How HELOCs Actually Work

HELOCs and home equity loans are two of the most common ways that homeowners can tap the equity in their home. Once you take out a HELOC, you can access the funds for a specific period of time. Usually, this is 10 years or less.

Some HELOCs are interest-only during the period in which you can access the funds (also called a “draw” period). Others are fully amortizing from the start. When the draw period is over, the payment-only period begins, which can often last 20 years. Unlike a home equity loan, which is often a fixed-rate loan product, HELOCs almost always have an adjustable interest rate.

HELOC Interest is Tax Deductible

While interest on HELOCs used to be tax deductible, that changed after the Tax Cuts and Jobs Act of 2017. This act eliminated the tax deduction for homeowners.

Despite that, earlier this year, the IRS announced that interest on HELOCs is, in fact, tax deductible -- as long as funds from the HELOC are used to make home improvements.

So, as long as you want to use your home equity line of credit to buy, build, or substantially improve your home, you can take the HELOC interest tax deduction. However, you can’t deduct interest on personal expenses.

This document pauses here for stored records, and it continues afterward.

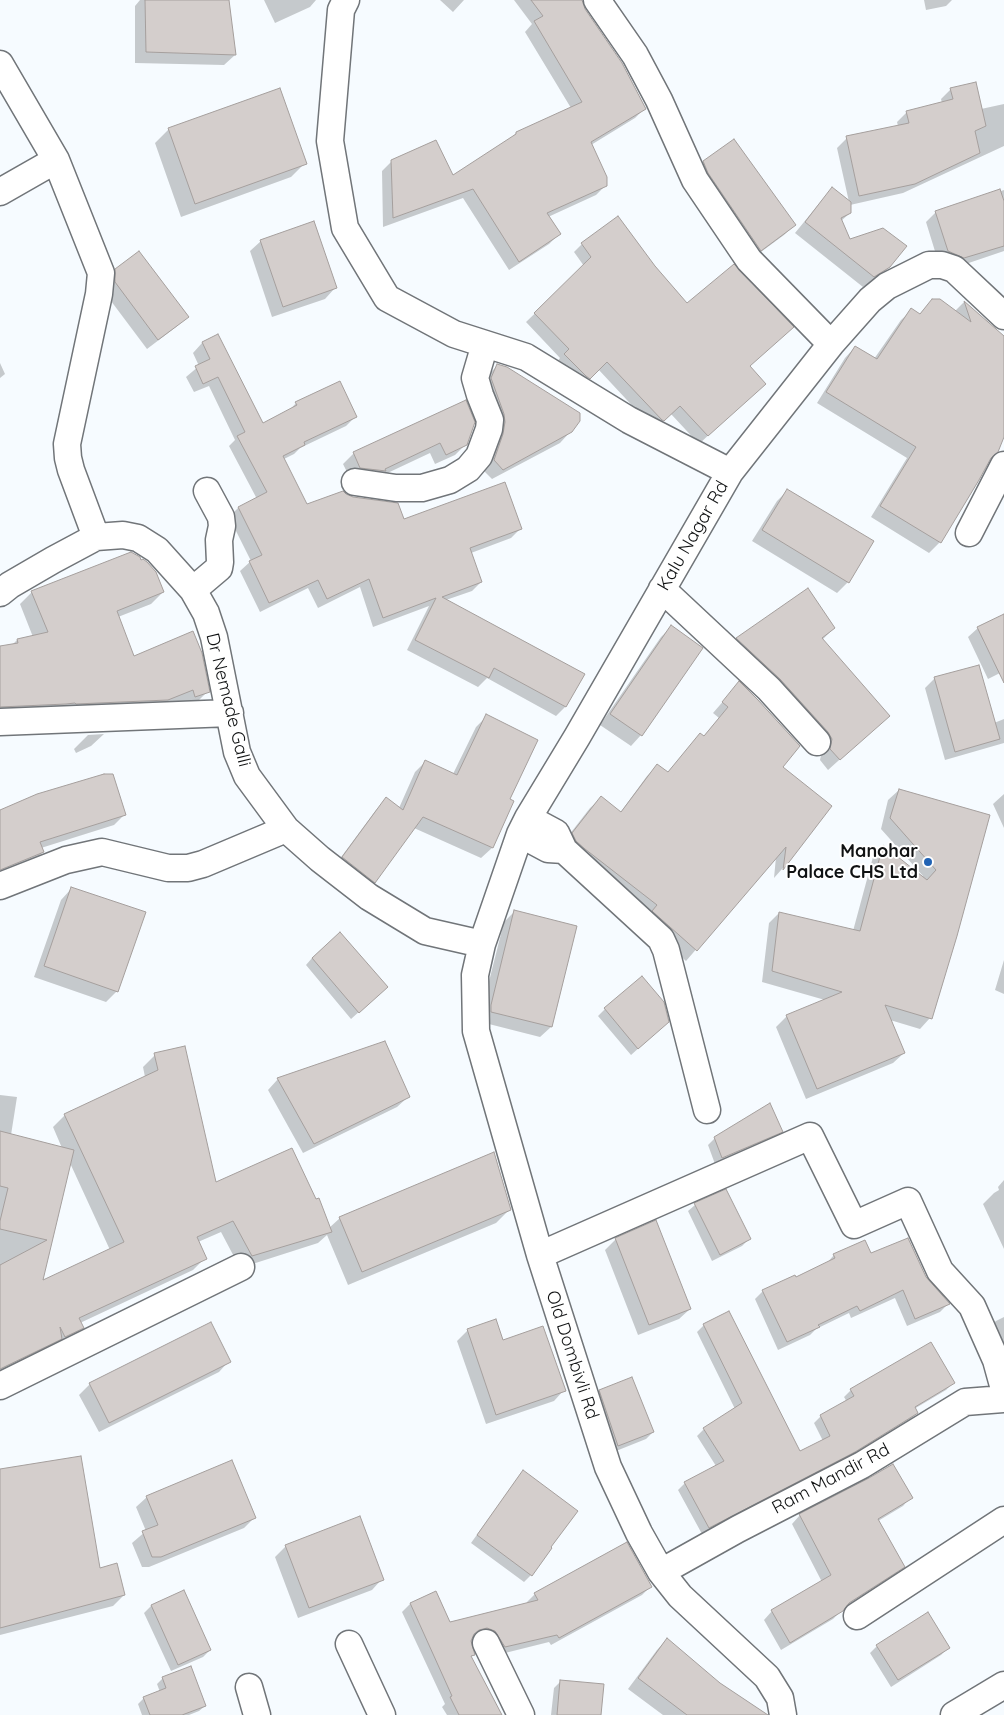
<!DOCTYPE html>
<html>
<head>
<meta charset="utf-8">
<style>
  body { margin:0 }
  canvas { display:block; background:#f6fbff }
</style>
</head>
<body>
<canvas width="1004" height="1715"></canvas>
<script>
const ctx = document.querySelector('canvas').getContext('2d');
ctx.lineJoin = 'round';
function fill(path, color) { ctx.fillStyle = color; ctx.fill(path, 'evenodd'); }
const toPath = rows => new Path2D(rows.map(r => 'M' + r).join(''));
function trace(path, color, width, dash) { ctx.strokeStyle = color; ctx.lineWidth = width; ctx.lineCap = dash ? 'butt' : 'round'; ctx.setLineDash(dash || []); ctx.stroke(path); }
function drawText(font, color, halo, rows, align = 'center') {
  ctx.font = font + ' Quicksand,sans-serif'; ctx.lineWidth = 4; ctx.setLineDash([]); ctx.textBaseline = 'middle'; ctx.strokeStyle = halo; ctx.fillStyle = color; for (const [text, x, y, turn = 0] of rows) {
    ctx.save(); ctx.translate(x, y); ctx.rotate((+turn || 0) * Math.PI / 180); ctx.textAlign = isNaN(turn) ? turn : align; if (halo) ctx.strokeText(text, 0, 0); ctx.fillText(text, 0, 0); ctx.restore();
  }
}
const shadow = toPath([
  [140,0,228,0,235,55,224,65,135,63,135,6],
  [264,0,316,0,310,7,275,23],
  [440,0,464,0,453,12],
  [514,0,581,0,584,9,645,108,635,118,591,145,606,185,596,195,548,217,559,234,549,244,509,270,463,198,383,227,382,171,392,161,453,177,511,139,516,133,571,108,525,32,532,24],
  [924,0,952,0,946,6,926,10],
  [951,89,981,109,1004,104,1004,146,903,193,850,205,850,213,841,221,849,240,890,267,878,278,863,287,795,233,822,200,832,189,849,202,837,148,847,138,898,126,897,122,907,112,942,103,941,99],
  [169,129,305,163,291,177,181,217,155,143],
  [704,162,795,224,784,235,750,260,693,173],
  [1004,190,1004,251,954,268,938,261,926,222,936,212],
  [261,241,335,288,325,299,272,317,250,251],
  [582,244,654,267,687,305,749,367,755,392,699,444,671,414,653,428,598,369,580,386,556,363,560,358,526,322,584,266,574,252],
  [116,270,187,317,176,327,147,349,105,293,105,280],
  [932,300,954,312,964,302,1004,338,1004,433,940,542,929,553,871,517,907,458,817,403,845,358,855,347,874,359,901,320,912,310,919,315],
  [218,336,262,424,289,411,296,403,356,416,346,426,300,448,294,454,284,459,306,505,345,495,404,521,521,528,511,538,471,553,481,582,472,591,446,600,583,674,565,707,556,716,487,678,478,687,407,650,429,606,373,627,360,587,318,608,308,588,260,612,240,571,251,561,229,517,238,508,257,499,229,446,235,440,209,386,194,392,186,377,199,366,193,353,202,343],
  [0,363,5,374,0,378],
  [498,365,571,431,560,443,492,479,484,471,493,446,487,376],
  [465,401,466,444,455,455,435,464,430,453,379,477,350,478,343,464,354,453],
  [787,491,848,582,837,593,752,541,777,501],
  [32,592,163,592,151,604,118,617,133,657,208,691,196,703,184,708,181,701,155,712,0,718,0,648,12,645,17,640,33,637,20,604],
  [1004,615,1004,671,988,679,968,637,978,628],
  [671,627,702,648,641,735,631,746,600,725,661,637],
  [834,628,822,640,877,726,828,770,820,760,822,751,726,649,737,639],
  [935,678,994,723,1004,719,1004,743,945,760,925,688],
  [739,683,781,768,830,806,782,869,774,878,776,857,686,961,643,922,562,844,590,808,601,798,620,813,647,776,658,766,667,773,690,746,703,737,719,718,713,713],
  [487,716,508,799,513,801,492,848,481,858,414,828,374,882,364,892,333,868,376,810,386,799,399,808,415,772,425,762,453,774,476,727],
  [104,734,91,746,76,753,74,749,88,735],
  [899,790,988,815,930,1018,920,1029,890,1020,904,1053,893,1063,806,1099,776,1027,787,1016,825,1000,762,982,769,923,779,913,853,931,873,857,883,847,922,877,923,876,881,829,888,800],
  [1004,794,1004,828,993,804],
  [0,811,124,815,114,825,41,848,43,852,32,863,0,875],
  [71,889,117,991,106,1002,34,977,61,900],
  [515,911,551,1027,540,1037,481,1022,480,1017,504,922],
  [312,958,379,994,351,1019,306,965],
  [1004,960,1004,994,995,990],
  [605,1009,660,1029,631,1055,598,1016],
  [155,1055,215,1184,329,1228,340,1218,510,1209,496,1223,348,1285,327,1235,318,1243,240,1268,221,1232,198,1242,205,1258,193,1270,80,1323,82,1328,70,1340,0,1374,0,1095,17,1097,11,1135,62,1148,53,1127,65,1115,145,1077,143,1067],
  [70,1163,110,1250,41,1282],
  [278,1079,408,1097,397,1107,303,1153,268,1090],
  [781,1131,774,1138,715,1164,708,1145,715,1138],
  [1004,1180,1004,1249,983,1204,994,1193,999,1190,998,1187],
  [695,1205,749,1239,742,1246,712,1261,688,1211],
  [616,1239,690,1309,679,1319,638,1335,605,1250],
  [834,1255,870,1255,925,1278,948,1304,940,1312,907,1326,895,1298,851,1318,849,1313,816,1329,810,1335,778,1350,755,1299,763,1291,826,1264],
  [1004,1317,1004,1364,987,1329,996,1321],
  [704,1325,799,1452,823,1441,814,1423,821,1416,847,1402,844,1397,851,1390,953,1383,946,1390,914,1409,917,1413,910,1420,846,1459,702,1534,678,1490,685,1483,716,1466,697,1436,704,1429,735,1409,697,1332],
  [468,1330,502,1341,564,1390,554,1401,486,1424,457,1341],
  [229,1361,219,1372,99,1432,79,1395,90,1384],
  [600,1391,653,1432,646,1439,611,1453,593,1398],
  [0,1470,124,1595,113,1606,0,1635],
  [517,1479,531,1575,524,1582,471,1543],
  [147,1497,254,1518,244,1528,149,1567,142,1567,132,1543,146,1531,136,1507],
  [911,1497,903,1506,878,1521,903,1567,895,1575,844,1608,833,1619,781,1650,764,1620,772,1611,822,1582,792,1524,800,1515],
  [286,1546,382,1579,372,1590,298,1618,275,1557],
  [650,1587,642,1595,551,1645,549,1642,497,1655,478,1636,471,1637,470,1642,474,1654,470,1657,500,1715,447,1715,442,1707,445,1704,402,1612,410,1604,436,1593,450,1623,528,1604,527,1602,535,1594],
  [183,1592,210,1650,203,1657,171,1671,144,1613,151,1606],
  [667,1639,719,1684,765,1715,663,1715,628,1689,657,1650],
  [877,1646,948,1648,941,1655,891,1687,870,1653],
  [163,1678,205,1706,199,1711,189,1715,142,1715,138,1704,144,1698,160,1692,157,1684],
  [561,1681,600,1715,551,1715,554,1688]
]);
const building = toPath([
  [145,0,229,0,236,55,146,52,145,0],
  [531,0,582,0,585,9,622,63,646,109,591,142,607,177,607,186,547,213,561,234,519,262,473,189,393,218,391,160,436,140,453,175,516,134,516,132,582,102,534,21,543,16,531,0],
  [976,82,986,126,975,131,980,153,915,184,859,196,846,136,909,123,906,111,953,99,950,88,976,82],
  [280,88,307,164,195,204,168,128,280,88],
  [734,139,796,225,761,251,708,173,703,161,734,139],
  [832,187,851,202,851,213,841,218,850,239,883,228,907,246,890,267,874,277,805,222,832,187],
  [1000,189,1004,201,1004,246,964,258,948,251,935,211,1000,189],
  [618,216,655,266,687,303,734,264,794,327,750,366,766,384,708,436,680,406,664,421,662,420,607,362,590,379,586,376,564,354,569,349,534,313,591,257,581,243,618,216],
  [314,221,337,288,283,307,260,240,314,221],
  [139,251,189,317,158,340,115,282,115,269,139,251],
  [932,299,940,299,971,322,964,301,1004,336,1004,437,998,452,991,458,979,480,941,543,880,506,916,447,826,392,855,346,877,359,911,308,920,314,932,299],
  [218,334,263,423,297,405,295,402,340,381,357,417,304,442,305,445,283,456,307,504,343,491,346,494,353,497,398,503,404,519,505,482,522,529,470,548,482,582,442,597,585,674,566,707,494,668,489,678,415,640,436,598,383,618,369,579,327,599,318,580,269,603,249,561,262,555,238,507,267,492,237,436,245,432,218,377,203,384,195,366,210,359,202,342,218,334],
  [497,364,507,367,580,413,580,421,572,432,503,470,494,460,503,434,505,422,504,414,491,378,497,364],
  [466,400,475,422,467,445,446,455,440,443,385,469,386,471,360,468,353,452,466,400],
  [787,489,874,541,849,583,762,530,787,489],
  [131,552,140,557,141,560,143,559,147,562,156,572,164,592,117,611,134,656,193,631,202,653,210,692,195,697,193,690,168,700,76,704,75,703,66,704,0,707,0,646,18,643,17,639,48,632,31,591,131,552],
  [808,588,835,628,822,638,890,716,840,760,830,749,832,739,828,732,780,679,736,638,808,588],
  [1004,614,1004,683,977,627,1004,614],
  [671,625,703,648,642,736,610,714,671,625],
  [979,665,1000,739,955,752,934,677,979,665],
  [739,681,758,700,800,746,783,767,832,806,783,870,786,847,697,951,652,911,657,905,585,849,576,841,572,833,601,796,621,812,657,764,668,772,700,733,704,736,728,707,722,702,739,681],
  [486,714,538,740,510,799,514,801,493,848,423,817,375,883,342,857,386,797,403,810,425,760,457,775,486,714],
  [104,774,113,774,126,815,40,842,44,852,0,870,0,810,37,794,104,774],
  [899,789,990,815,957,936,932,1019,885,1005,905,1053,817,1089,786,1015,842,992,772,971,779,912,860,931,883,845,927,880,936,870,890,818,899,789],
  [71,887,146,912,118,992,44,966,71,887],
  [514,910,577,926,552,1027,491,1012,491,1005,514,910],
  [340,932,388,987,359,1013,312,958,340,932],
  [642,976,664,1002,669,1022,638,1049,604,1008,642,976],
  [385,1041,410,1097,314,1144,277,1078,385,1041],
  [185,1046,216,1182,292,1148,316,1199,319,1198,332,1232,252,1256,233,1221,197,1237,207,1259,79,1318,84,1328,65,1337,60,1327,62,1339,0,1369,0,1265,47,1240,0,1229,0,1221,8,1188,0,1186,0,1131,74,1150,43,1280,124,1242,64,1114,158,1070,154,1053,185,1046],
  [770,1103,783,1132,722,1158,714,1137,770,1103],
  [494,1152,511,1210,362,1272,339,1217,494,1152],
  [726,1189,751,1239,720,1255,694,1203,726,1189],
  [656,1220,691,1309,649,1325,615,1238,656,1220],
  [908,1238,926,1277,950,1304,915,1319,903,1290,860,1311,857,1306,818,1325,820,1327,787,1342,762,1290,795,1275,796,1277,835,1258,833,1254,865,1240,871,1253,908,1238],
  [729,1311,800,1451,830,1436,820,1415,854,1396,850,1389,931,1342,955,1383,915,1407,918,1413,855,1452,709,1528,684,1482,724,1461,703,1428,742,1403,703,1324,729,1311],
  [496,1319,503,1340,543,1326,566,1391,496,1415,467,1329,496,1319],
  [211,1322,231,1362,109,1423,89,1383,211,1322],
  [632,1377,654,1432,618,1446,599,1390,632,1377],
  [81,1456,100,1568,117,1563,125,1595,0,1628,0,1469,81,1456],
  [232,1460,256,1518,161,1557,152,1557,142,1531,158,1525,146,1496,232,1460],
  [893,1464,913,1498,878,1519,905,1567,849,1603,843,1611,790,1643,771,1610,831,1575,799,1514,869,1478,893,1464],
  [523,1470,578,1511,551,1547,552,1548,532,1576,477,1535,523,1470],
  [360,1516,384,1580,309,1608,285,1545,360,1516],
  [627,1542,652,1587,559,1638,557,1635,505,1647,495,1631,487,1628,479,1630,474,1634,471,1641,475,1655,471,1656,502,1715,459,1715,450,1697,452,1696,410,1603,436,1591,450,1622,538,1600,534,1593,627,1542],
  [184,1590,211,1650,178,1665,151,1605,184,1590],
  [928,1612,950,1648,898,1680,876,1645,928,1612],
  [667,1638,720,1683,768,1715,687,1715,638,1678,667,1638],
  [191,1666,206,1706,182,1715,150,1715,143,1697,166,1688,162,1677,191,1666],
  [560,1680,604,1684,601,1715,557,1715,560,1680]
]);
const minor = toPath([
  [346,0,341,10,330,141,345,228,387,298,454,334,526,357,629,420,730,472],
  [597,0,635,55,659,100,695,180,749,260,831,344],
  [0,64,56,160,101,273,99,294,67,444,68,458,71,470,96,537],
  [0,192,56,160],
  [355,482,396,488,422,488,450,480,468,469,479,456,489,429,490,420,480,395,475,378,485,344],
  [969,533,1004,465],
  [662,589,769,689,817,742],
  [193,590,219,568,220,562,219,540,222,526,221,517,207,491],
  [0,593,10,585,53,560,96,537,123,535,138,538,157,550,193,590,206,613,214,637,237,752,247,776,286,829,320,859,369,897,425,931,482,944],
  [0,722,230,713],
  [520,834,548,849,564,850,556,833,528,818],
  [564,850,661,939,666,950,707,1110],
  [0,886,66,860,102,852,168,868,188,868,203,864,286,829],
  [540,1255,810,1136,854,1225,908,1201,940,1271,972,1306,996,1360,1004,1389],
  [0,1386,241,1267],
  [661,1572,738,1529,862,1465,965,1402,1004,1399],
  [857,1616,1004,1520],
  [486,1643,521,1715],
  [349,1644,382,1715],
  [249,1687,257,1715],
  [783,1715,780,1698,767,1677,680,1596,661,1572,639,1533,608,1467,540,1255,476,1031,475,975,482,944,520,834,528,818,577,737,730,472,831,344,870,300,887,286,929,265,942,265,954,269,1004,316],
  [954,1715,1004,1685]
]);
const markers = [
  [928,862,5,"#2163b4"]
];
const streetNames = [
  ["Kalu Nagar Rd",693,536,-60],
  ["Dr Nemade Galli",228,700,76],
  ["Old Dombivli Rd",572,1355,72],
  ["Ram Mandir Rd",831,1479,-28]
];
const poiNames = [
  ["Manohar",918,852],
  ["Palace CHS Ltd",918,873]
];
fill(shadow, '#0003');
fill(building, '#d4cecc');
trace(building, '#a59f9d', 1);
trace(minor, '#717579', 29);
trace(minor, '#fff', 26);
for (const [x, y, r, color] of markers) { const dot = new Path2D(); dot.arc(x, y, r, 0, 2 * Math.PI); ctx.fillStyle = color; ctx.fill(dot); trace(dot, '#fff', 2); }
drawText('18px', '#101213', '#fff', streetNames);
drawText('bold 18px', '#101213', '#fff', poiNames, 'right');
</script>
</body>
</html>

What Home Improvements Should I Make?

 

When it comes to using funds from a HELOC to make home improvements, some areas stand out far above others.

But before we talk about improving your home, let’s talk about repairing it. If you have a serious issue with your home (like a damaged or leaking roof), take care of this first. This is especially important if you’re thinking of putting your home on the market anytime in the near future. After all, shoppers won’t notice your shiny granite countertop if your entire kitchen is flooded from a roof leak.

Home Improvements with a High Return on Investment

If your home doesn’t need any major repairs, you can start thinking about improvements that are a little more exciting. However, take some time to think about the return on investment (ROI).

When it comes to getting a high ROI, kitchens and bathrooms usually take the cake. The bad news is that, on average, even these renovations may not actually bring you a profit in the long run. For example, minor kitchen renovations, which have one of the highest returns on investment, average about 92.9%, while replacing roofs or windows average closer to 80%. So, if you really want to make home improvements, do it -- just don’t expect to make a profit.

Despite that, home improvements can turn a profit in some situations, especially if you live in a hot market. No matter what, make sure that your improvements are high quality, but not excessive. 

For example, it doesn’t make much sense to purchase $50k of state-of-the art kitchen appliances (or a gold-plated toilet) in a house worth $300k. In comparison, if your home is worth $1.5 million, a $50k kitchen revamp might be just the ticket. Experts say wood or stone flooring is a good choice for kitchens. For bathrooms, large walk-in showers often trump bathtubs in terms of ROI. 

You may also want to consider adding another bathroom. This can increase your home’s value if you only have one bathroom, or if your house has far fewer bathrooms than neighboring houses. Check out Zillow or Trulia to see what features your neighbors’ houses have.

Considerations When Deciding to Use a HELOC for Home Improvements

If you want to make home improvements with a HELOC, make sure they’ve improvements you like. After all, unless you’re planning to sell your home soon, you’re the one who’ll be living with them.

Despite that, it pays to ensure that you’ll recoup a certain amount of your investment when you sell your home. So, you’ll likely want to focus on improvements with a high ROI. Highly unique improvements like home gyms, expanded closets, or a wall-length aquarium don’t usually increase your home’s value.

And as with any loan product, a HELOC isn’t free. Think about how interest rates, closing costs, and other fees might affect your financial picture.